Tra i più grandi maestri della fotografia mondiale e co-fondatore della prestigiosa agenzia
americana Magnum, Henri Cartier-Bresson (Chanteloup-en-Brie 1908-Montjustin
2004) passò per la Basilicata una prima volta
nel 1952 e vi ritornò venti anni dopo.
Ad invogliare il fotografo
francese ad attraversare i territori lucani fu, probabilmente lo scrittore e amico Carlo Levi e, naturalmente,
quella sua illimitata curiosità ad
accostare con lo sguardo i posti più
impensabili e nascosti del mondo.
Gli scatti lucani di Bresson
sono esposti da oggi e fino al 16 luglio
alla Sala Buzzati della Fondazione del Corriere della Sera in una mostra curata dal critico d’arte
Vincenzo Trione ed inserita nel cartellone
della sedicesima edizione della “Milanesiana”, il contenitore di cinema,
teatro, arte, letteratura, danza, scienza
ideato e curato da Elisabetta Sgarbi.
Il Cartier-Bresson che scatta in terra di Basilicata non è
diverso dal solito Cartier-Bresson spinto nel fermare sulla pellicola quell’incessante movimento della vita dotato
della forza di produrre forme plastiche cariche di emozioni. Lo sguardo del
fotografo francese si posa con
naturalezza, senza cercare risultati estetici, su una “terra dell’Italia
ritrovata”.
Osservando le foto delle
processioni dei piccoli centri, dei
paesaggi lunari dei calanchi e della murgia materana, dell’anziana signora che
torna dalla campagna con l’asino, dei bambini e delle donne in costume
tradizionale è chiaro ripensare alla Lucania, terra del dolore e
dell’arretratezza, conosciuta dagli
studi etno-antropologici realizzati negli anni cinquanta da Ernesto De Martino
e Diego Carpitella.
Ma lo sguardo di Bresson non subisce alcun condizionamento di
sorta, già nel viaggio successivo del 1972 svela genti e luoghi che vanno evolvendosi per lasciarsi dietro tutto quel corollario di arcaismi. Così
il “fotografo-arciere” si fa testimone dei mutamenti in corso nella società contadina
lucana e ferma sulla pellicola le tracce di una società consumistica che sta spingendo per omologare ogni costume e humus culturale.

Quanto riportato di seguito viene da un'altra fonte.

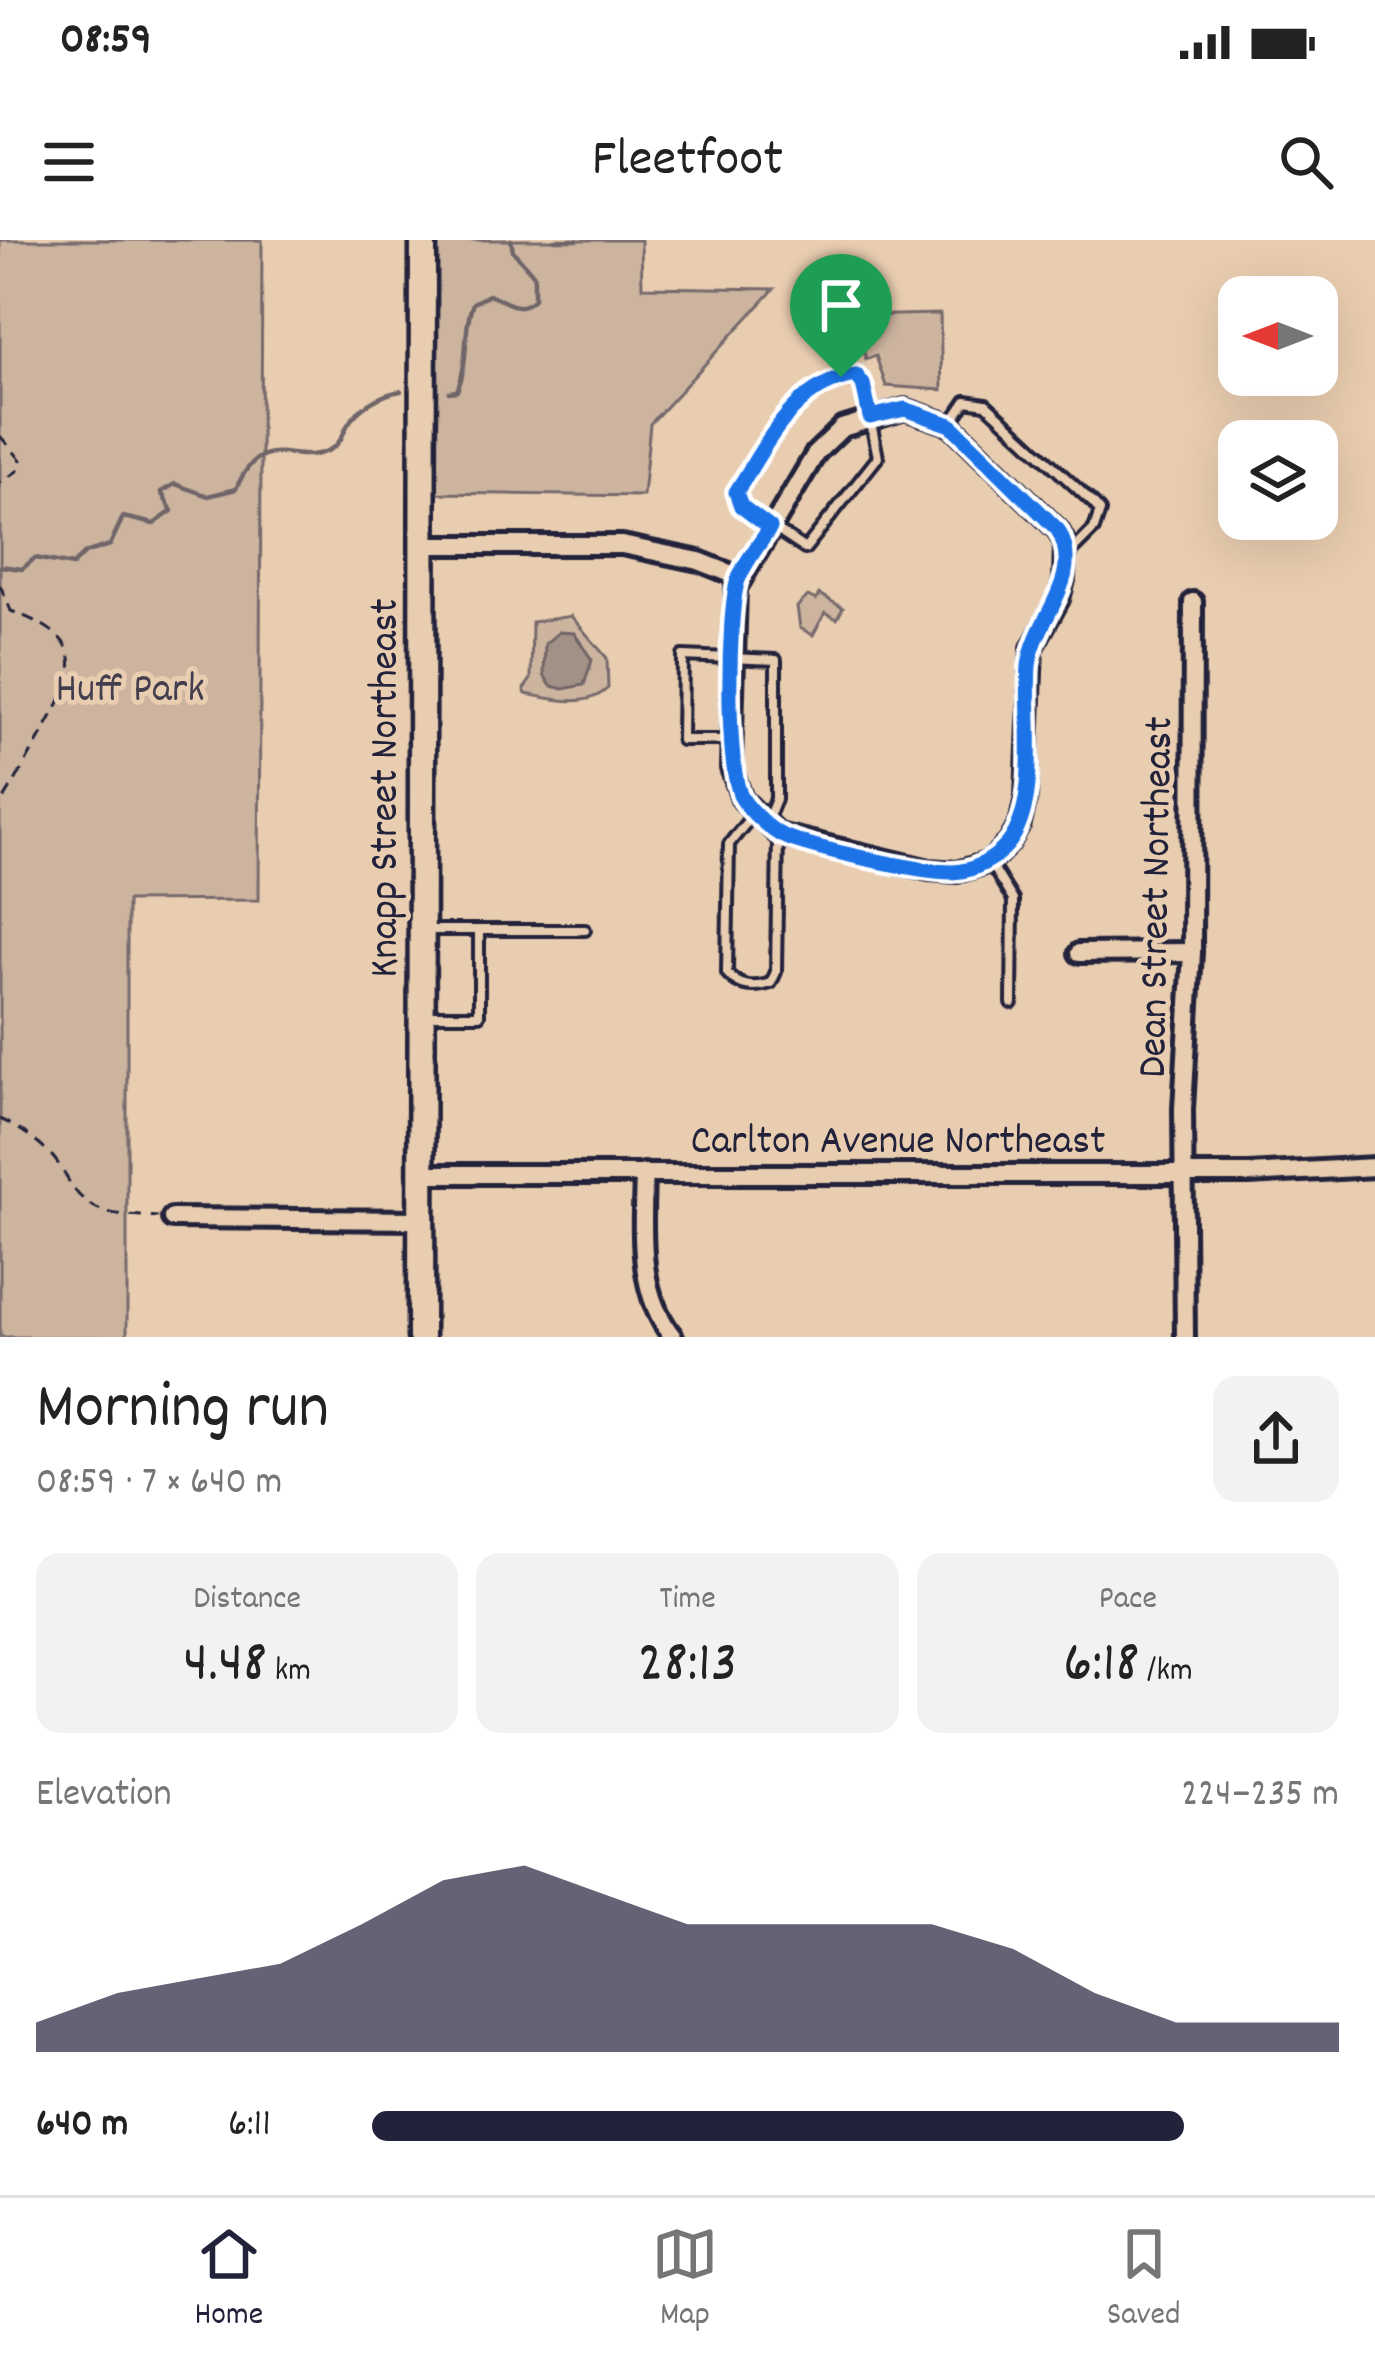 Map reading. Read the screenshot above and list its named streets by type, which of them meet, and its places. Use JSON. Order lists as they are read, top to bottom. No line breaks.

Henri-Cartier-Bresson anche
con i tour in Lucania non intendeva realizzare alcun reportage, piuttosto
penetrare nel cuore vivo della gente e dei luoghi, “catturare momenti densi di
realtà e tenere insieme delle forme”. Ancora una volta ogni clic della sua inseparabile Leica è un
momento per rubare un’immagine unica, la quale non si limita a far vedere
qualcosa, ma consegna sempre una breve trama per pensare.